A new AI system is developed by researchers at MIT that automatically understands the scheduling of data processing operation over thousands of servers. Earlier, this task was designed traditionally designed for inaccurate human created algorithms. Now, the AI system itself learns the algorithm and takes the task ahead with complete precision. This is foreseen to be effective for data centers that are in constant need for power.
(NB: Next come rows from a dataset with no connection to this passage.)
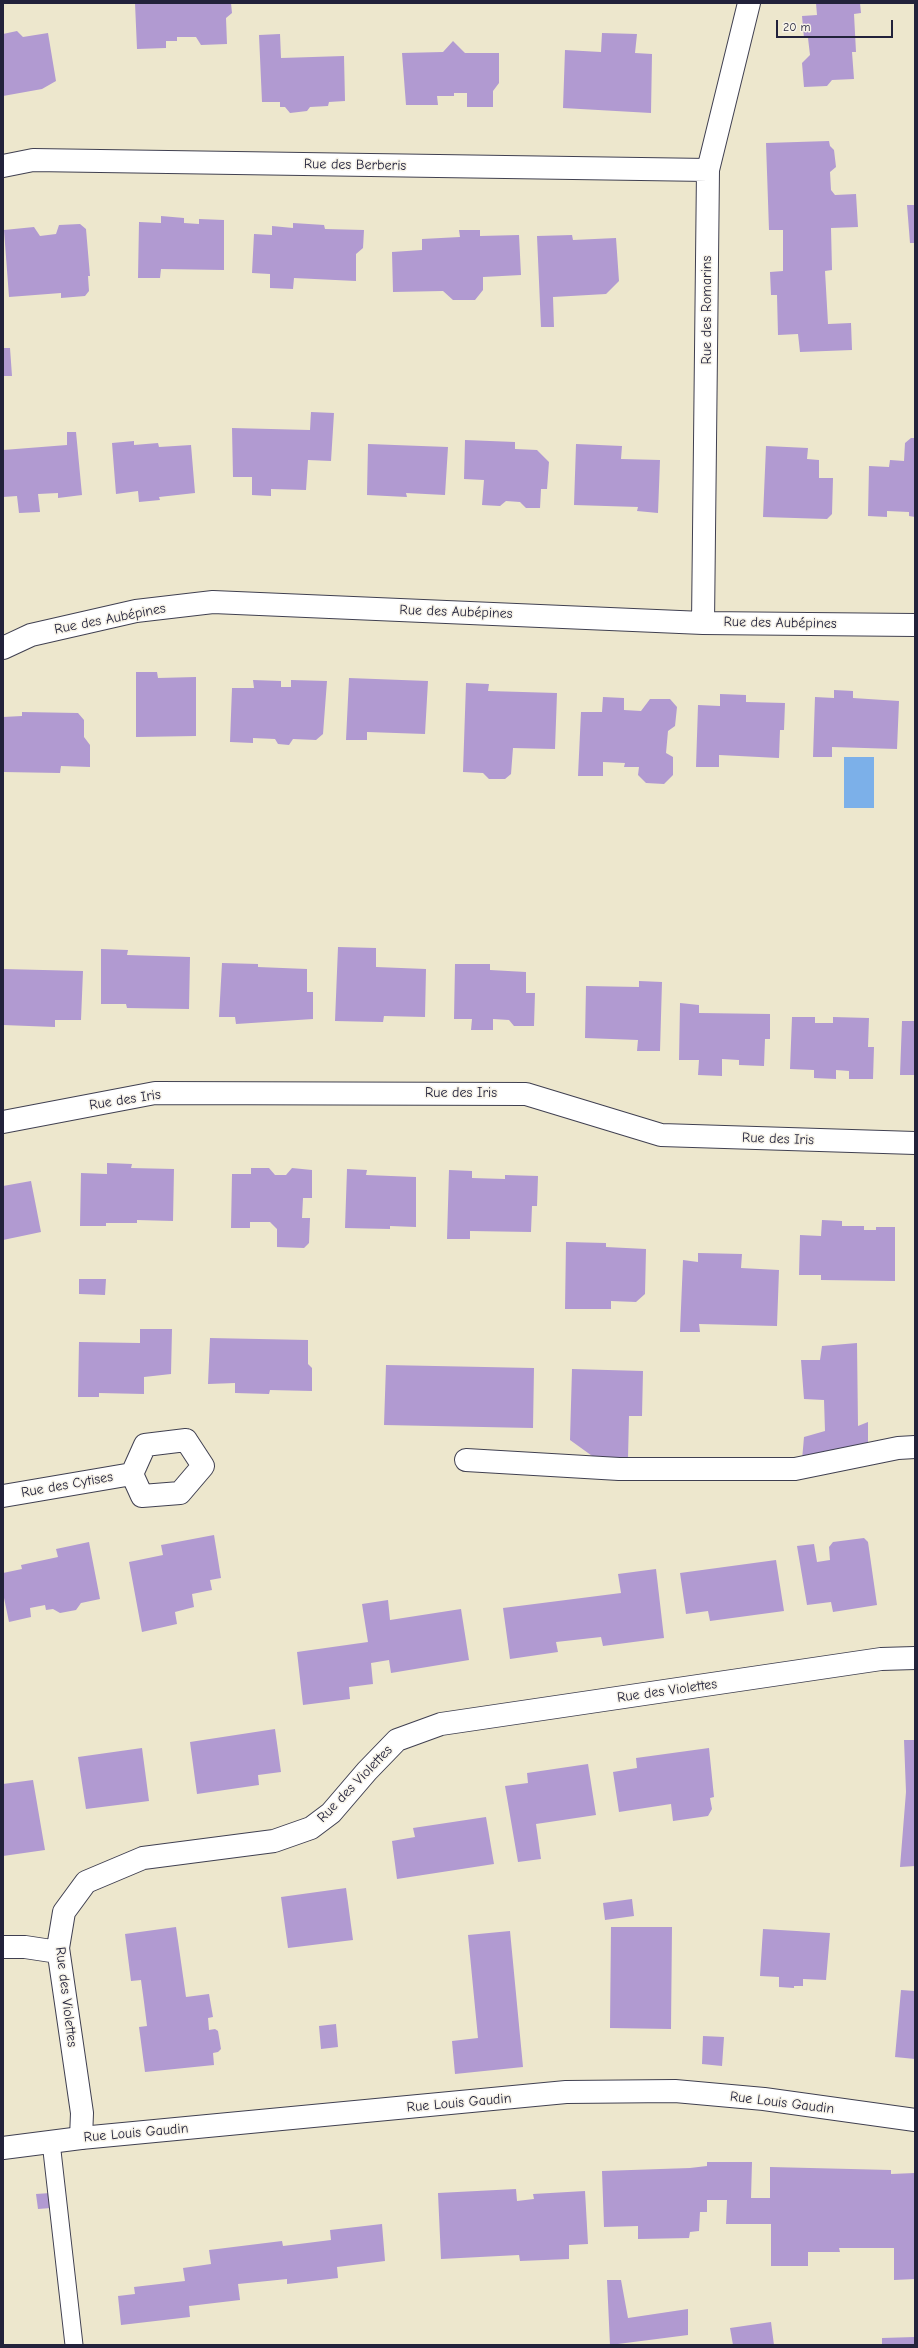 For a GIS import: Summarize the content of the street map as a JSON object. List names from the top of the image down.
{
  "streets": {
    "street": [
      "Rue des Berberis",
      "Rue des Romarins",
      "Rue des Aubépines",
      "Rue des Iris",
      "Rue des Cytises",
      "Rue des Violettes",
      "Rue Louis Gaudin"
    ]
  },
  "crossings": [
    ["Rue des Berberis", "Rue des Romarins"],
    ["Rue des Romarins", "Rue des Aubépines"],
    ["Rue des Violettes", "Rue Louis Gaudin"]
  ],
  "scale_bar": "20 m"
}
Each data center has several servers that continuously carry out data processing activities from the users and developers. This new algorithm, known as cluster scheduling algorithm allots the incoming activities to various servers that effectively use the available computing resources. The allotment task takes place in real time and at a faster pace.

But, these scheduling algorithms are generally fine-tuned by humans on the basis of certain basic policies, trade offs, and guidelines. The humans usually might embed certain code in the algorithm to fasten up some tasks or divide the resource equally among the jobs. However, workloads come in different sizes. As a result, it become impossible virtually for the individuals to optimize their algorithms for every type of workload, and thus they lag to meet up their full potential and efficiency.

System Helps in Decision making And Optimizing Tradeoff

The team of researchers offloaded the manual coding from the machines. The MIT paper was presented at SIGCOMM, which explained the system as a leverage for "reinforcement learning" (RL). This is a hit-and-try method for machine learning which designs scheduling algorithms and helps in decision making for every type of workloads in particular server clusters. For this operation, the team built an advanced RL technique which trains system on allocating complex workloads. It figures out the various ways of workload allocation across several serves and finds an optimal tradeoff. These are used further in faster processing and computation resources. The author of the study assures that no human help is needed after basic instructions.